Records from a dataset »
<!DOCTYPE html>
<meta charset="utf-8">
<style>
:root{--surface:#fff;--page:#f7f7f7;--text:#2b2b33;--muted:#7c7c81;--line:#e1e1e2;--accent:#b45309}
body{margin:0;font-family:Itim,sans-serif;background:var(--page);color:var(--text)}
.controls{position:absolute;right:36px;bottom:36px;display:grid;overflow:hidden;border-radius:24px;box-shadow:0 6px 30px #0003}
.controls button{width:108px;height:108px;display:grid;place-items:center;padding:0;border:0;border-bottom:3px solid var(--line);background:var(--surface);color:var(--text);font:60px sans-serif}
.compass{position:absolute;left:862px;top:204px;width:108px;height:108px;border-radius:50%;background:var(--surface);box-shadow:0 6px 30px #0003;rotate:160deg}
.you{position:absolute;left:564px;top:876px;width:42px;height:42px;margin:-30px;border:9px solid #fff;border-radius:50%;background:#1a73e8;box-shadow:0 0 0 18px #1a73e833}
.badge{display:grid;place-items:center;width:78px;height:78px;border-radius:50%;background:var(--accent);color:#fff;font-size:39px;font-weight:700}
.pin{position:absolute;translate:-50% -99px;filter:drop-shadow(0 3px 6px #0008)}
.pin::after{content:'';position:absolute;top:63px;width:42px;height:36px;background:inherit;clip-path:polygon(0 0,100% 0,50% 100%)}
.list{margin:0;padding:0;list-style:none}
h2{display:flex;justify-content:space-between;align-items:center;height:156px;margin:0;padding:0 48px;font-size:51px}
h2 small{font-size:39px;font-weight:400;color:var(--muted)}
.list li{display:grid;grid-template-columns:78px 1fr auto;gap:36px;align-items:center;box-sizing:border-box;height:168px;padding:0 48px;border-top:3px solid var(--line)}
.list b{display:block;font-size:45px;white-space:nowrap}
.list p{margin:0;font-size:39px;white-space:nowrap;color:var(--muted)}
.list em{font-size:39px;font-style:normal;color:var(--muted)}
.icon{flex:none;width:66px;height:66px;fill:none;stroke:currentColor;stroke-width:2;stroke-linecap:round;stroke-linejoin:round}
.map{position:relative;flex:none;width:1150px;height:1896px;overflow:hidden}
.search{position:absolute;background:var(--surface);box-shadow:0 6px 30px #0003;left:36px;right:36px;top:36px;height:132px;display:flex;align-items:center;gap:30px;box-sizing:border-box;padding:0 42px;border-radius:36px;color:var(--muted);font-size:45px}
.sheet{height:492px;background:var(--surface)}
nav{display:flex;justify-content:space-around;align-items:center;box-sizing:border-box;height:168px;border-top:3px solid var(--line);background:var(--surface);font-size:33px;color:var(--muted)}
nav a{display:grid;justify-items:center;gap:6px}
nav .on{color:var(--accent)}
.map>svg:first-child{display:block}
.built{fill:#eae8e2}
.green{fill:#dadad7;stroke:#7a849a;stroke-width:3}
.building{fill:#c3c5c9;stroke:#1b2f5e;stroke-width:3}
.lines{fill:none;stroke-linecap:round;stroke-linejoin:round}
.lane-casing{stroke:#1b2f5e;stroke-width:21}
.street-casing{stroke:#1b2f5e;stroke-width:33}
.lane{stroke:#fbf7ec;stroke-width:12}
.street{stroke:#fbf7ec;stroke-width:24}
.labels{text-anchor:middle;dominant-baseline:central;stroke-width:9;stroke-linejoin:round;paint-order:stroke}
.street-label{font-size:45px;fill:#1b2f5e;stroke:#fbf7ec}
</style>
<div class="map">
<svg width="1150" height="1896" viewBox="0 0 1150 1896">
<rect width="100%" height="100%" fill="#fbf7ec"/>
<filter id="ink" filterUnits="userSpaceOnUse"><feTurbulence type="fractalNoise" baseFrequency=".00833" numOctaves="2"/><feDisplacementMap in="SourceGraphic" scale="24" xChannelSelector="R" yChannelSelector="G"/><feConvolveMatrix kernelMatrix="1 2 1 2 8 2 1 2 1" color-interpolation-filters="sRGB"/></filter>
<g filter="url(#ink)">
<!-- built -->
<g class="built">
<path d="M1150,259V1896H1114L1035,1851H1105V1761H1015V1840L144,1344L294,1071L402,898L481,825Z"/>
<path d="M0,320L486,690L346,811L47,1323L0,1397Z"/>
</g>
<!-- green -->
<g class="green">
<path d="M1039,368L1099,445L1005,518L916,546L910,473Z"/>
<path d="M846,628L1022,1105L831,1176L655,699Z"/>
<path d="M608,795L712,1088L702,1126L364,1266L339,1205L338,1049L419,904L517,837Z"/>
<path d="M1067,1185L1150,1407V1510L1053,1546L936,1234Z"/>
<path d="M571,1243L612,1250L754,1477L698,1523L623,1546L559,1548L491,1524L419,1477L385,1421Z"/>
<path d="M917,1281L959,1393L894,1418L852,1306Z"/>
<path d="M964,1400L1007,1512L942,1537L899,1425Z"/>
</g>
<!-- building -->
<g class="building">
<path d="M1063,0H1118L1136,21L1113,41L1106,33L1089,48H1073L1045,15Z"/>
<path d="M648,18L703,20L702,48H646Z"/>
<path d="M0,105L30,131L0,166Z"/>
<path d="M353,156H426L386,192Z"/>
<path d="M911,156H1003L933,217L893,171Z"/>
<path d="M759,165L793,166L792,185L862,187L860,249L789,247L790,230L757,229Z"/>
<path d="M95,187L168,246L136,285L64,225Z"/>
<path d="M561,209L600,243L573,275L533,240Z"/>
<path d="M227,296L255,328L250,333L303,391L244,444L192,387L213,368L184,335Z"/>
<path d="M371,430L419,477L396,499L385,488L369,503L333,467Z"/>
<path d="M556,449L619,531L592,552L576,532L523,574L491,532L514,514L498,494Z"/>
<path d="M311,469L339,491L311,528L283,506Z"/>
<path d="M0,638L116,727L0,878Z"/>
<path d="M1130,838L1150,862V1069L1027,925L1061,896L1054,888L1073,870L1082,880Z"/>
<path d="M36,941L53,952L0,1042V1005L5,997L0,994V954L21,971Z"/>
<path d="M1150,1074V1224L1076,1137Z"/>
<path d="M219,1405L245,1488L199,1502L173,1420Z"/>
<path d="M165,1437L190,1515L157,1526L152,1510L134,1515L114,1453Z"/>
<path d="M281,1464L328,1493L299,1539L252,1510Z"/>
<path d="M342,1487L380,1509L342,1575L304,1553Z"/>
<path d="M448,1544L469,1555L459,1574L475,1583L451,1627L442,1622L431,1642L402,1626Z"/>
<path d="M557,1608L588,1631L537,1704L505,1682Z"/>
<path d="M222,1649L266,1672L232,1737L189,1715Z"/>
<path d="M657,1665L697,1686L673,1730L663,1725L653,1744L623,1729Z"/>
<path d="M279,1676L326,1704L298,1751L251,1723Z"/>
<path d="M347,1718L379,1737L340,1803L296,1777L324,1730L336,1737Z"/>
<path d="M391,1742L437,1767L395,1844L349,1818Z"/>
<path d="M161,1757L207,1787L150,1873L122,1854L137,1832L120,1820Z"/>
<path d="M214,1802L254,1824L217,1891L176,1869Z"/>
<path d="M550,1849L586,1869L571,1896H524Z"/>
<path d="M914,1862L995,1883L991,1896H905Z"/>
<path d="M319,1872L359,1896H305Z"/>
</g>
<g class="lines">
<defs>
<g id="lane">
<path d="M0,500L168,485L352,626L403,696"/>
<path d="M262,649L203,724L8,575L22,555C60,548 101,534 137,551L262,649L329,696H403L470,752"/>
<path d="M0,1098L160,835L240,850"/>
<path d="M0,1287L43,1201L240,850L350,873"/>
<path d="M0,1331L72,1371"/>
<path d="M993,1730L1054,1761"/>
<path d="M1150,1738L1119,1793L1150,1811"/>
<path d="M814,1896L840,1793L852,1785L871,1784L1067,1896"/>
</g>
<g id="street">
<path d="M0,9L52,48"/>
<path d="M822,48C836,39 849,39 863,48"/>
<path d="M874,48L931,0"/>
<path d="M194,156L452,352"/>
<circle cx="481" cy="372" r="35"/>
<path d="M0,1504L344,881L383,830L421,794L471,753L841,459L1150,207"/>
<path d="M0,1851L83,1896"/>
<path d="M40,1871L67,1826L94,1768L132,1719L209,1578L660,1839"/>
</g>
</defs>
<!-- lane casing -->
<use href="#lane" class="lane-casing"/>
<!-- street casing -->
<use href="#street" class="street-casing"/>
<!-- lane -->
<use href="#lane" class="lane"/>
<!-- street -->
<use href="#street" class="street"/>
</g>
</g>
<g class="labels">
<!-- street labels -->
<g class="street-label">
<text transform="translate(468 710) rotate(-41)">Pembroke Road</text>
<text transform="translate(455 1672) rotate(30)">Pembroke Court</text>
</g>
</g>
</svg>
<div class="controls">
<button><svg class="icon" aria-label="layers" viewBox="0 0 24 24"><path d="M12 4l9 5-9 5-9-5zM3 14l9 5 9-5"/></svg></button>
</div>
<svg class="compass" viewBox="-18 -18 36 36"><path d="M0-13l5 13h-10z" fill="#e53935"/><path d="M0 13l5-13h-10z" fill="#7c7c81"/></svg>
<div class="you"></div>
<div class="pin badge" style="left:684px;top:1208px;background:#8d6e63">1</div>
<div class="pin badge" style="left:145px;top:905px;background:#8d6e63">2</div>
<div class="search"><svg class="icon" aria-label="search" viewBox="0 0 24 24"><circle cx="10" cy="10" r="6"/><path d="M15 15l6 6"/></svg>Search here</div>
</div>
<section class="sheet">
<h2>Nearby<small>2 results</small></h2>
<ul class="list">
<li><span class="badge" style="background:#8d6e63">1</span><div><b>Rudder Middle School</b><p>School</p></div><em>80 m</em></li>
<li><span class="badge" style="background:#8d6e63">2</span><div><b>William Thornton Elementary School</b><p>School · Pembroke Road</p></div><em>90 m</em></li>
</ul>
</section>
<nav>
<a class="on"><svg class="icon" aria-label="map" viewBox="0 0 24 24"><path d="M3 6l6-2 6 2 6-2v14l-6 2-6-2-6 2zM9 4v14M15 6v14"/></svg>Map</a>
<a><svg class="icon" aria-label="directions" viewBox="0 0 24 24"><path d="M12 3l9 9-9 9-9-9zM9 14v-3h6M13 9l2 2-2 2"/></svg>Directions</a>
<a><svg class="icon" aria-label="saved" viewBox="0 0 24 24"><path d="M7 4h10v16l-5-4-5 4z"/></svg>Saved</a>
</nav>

Instructions for the task »
Copy every line of the data that carries the word "list".

Solution to this task »
.list{margin:0;padding:0;list-style:none}
.list li{display:grid;grid-template-columns:78px 1fr auto;gap:36px;align-items:center;box-sizing:border-box;height:168px;padding:0 48px;border-top:3px solid var(--line)}
.list b{display:block;font-size:45px;white-space:nowrap}
.list p{margin:0;font-size:39px;white-space:nowrap;color:var(--muted)}
.list em{font-size:39px;font-style:normal;color:var(--muted)}
<ul class="list">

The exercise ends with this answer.